▸ **EXERCISE BRIEF**: Each line of the data below must be given again exactly as written.

Saved data entries:
[Start of Attachment]

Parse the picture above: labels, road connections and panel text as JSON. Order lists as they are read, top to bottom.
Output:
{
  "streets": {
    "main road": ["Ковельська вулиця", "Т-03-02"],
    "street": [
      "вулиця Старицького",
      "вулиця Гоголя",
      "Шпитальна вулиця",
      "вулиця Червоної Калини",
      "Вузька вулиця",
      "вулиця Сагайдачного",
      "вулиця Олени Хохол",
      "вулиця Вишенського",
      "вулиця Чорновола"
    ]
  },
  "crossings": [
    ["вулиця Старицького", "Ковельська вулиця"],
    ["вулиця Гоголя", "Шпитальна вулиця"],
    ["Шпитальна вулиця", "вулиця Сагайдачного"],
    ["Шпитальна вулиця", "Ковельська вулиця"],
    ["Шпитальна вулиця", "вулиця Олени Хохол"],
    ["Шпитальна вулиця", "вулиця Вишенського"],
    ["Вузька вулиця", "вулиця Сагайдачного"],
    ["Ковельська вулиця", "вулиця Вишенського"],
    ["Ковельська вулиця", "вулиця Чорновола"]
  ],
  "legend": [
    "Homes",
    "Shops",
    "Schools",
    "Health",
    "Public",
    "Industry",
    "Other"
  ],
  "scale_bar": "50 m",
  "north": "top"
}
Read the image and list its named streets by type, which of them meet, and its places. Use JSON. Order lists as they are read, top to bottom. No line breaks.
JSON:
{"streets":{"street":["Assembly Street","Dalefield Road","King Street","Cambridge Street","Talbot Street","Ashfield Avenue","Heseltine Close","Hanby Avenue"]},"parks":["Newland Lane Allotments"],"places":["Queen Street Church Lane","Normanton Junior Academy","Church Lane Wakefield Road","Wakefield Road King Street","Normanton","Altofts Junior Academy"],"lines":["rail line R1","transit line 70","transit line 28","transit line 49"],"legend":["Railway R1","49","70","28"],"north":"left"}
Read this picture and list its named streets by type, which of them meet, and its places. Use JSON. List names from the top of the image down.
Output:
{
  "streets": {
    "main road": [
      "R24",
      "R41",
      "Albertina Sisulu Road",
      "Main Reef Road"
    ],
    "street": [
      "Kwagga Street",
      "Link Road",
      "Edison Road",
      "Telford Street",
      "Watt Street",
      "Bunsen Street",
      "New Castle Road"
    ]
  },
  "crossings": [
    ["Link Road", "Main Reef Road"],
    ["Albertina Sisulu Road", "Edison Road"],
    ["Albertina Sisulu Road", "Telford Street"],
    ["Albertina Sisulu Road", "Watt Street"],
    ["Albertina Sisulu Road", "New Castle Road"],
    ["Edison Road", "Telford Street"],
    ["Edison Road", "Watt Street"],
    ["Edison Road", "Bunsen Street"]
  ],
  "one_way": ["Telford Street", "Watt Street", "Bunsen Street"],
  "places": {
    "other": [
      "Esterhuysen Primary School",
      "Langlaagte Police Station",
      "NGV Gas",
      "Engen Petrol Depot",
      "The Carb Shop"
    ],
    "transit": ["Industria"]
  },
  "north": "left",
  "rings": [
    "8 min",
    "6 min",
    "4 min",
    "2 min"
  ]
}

[End of Attachment]

▸ **SOLVED EXERCISE**:
Parse the picture above: labels, road connections and panel text as JSON. Order lists as they are read, top to bottom.
Output:
{
  "streets": {
    "main road": ["Ковельська вулиця", "Т-03-02"],
    "street": [
      "вулиця Старицького",
      "вулиця Гоголя",
      "Шпитальна вулиця",
      "вулиця Червоної Калини",
      "Вузька вулиця",
      "вулиця Сагайдачного",
      "вулиця Олени Хохол",
      "вулиця Вишенського",
      "вулиця Чорновола"
    ]
  },
  "crossings": [
    ["вулиця Старицького", "Ковельська вулиця"],
    ["вулиця Гоголя", "Шпитальна вулиця"],
    ["Шпитальна вулиця", "вулиця Сагайдачного"],
    ["Шпитальна вулиця", "Ковельська вулиця"],
    ["Шпитальна вулиця", "вулиця Олени Хохол"],
    ["Шпитальна вулиця", "вулиця Вишенського"],
    ["Вузька вулиця", "вулиця Сагайдачного"],
    ["Ковельська вулиця", "вулиця Вишенського"],
    ["Ковельська вулиця", "вулиця Чорновола"]
  ],
  "legend": [
    "Homes",
    "Shops",
    "Schools",
    "Health",
    "Public",
    "Industry",
    "Other"
  ],
  "scale_bar": "50 m",
  "north": "top"
}
Read the image and list its named streets by type, which of them meet, and its places. Use JSON. Order lists as they are read, top to bottom. No line breaks.
JSON:
{"streets":{"street":["Assembly Street","Dalefield Road","King Street","Cambridge Street","Talbot Street","Ashfield Avenue","Heseltine Close","Hanby Avenue"]},"parks":["Newland Lane Allotments"],"places":["Queen Street Church Lane","Normanton Junior Academy","Church Lane Wakefield Road","Wakefield Road King Street","Normanton","Altofts Junior Academy"],"lines":["rail line R1","transit line 70","transit line 28","transit line 49"],"legend":["Railway R1","49","70","28"],"north":"left"}
Read this picture and list its named streets by type, which of them meet, and its places. Use JSON. List names from the top of the image down.
Output:
{
  "streets": {
    "main road": [
      "R24",
      "R41",
      "Albertina Sisulu Road",
      "Main Reef Road"
    ],
    "street": [
      "Kwagga Street",
      "Link Road",
      "Edison Road",
      "Telford Street",
      "Watt Street",
      "Bunsen Street",
      "New Castle Road"
    ]
  },
  "crossings": [
    ["Link Road", "Main Reef Road"],
    ["Albertina Sisulu Road", "Edison Road"],
    ["Albertina Sisulu Road", "Telford Street"],
    ["Albertina Sisulu Road", "Watt Street"],
    ["Albertina Sisulu Road", "New Castle Road"],
    ["Edison Road", "Telford Street"],
    ["Edison Road", "Watt Street"],
    ["Edison Road", "Bunsen Street"]
  ],
  "one_way": ["Telford Street", "Watt Street", "Bunsen Street"],
  "places": {
    "other": [
      "Esterhuysen Primary School",
      "Langlaagte Police Station",
      "NGV Gas",
      "Engen Petrol Depot",
      "The Carb Shop"
    ],
    "transit": ["Industria"]
  },
  "north": "left",
  "rings": [
    "8 min",
    "6 min",
    "4 min",
    "2 min"
  ]
}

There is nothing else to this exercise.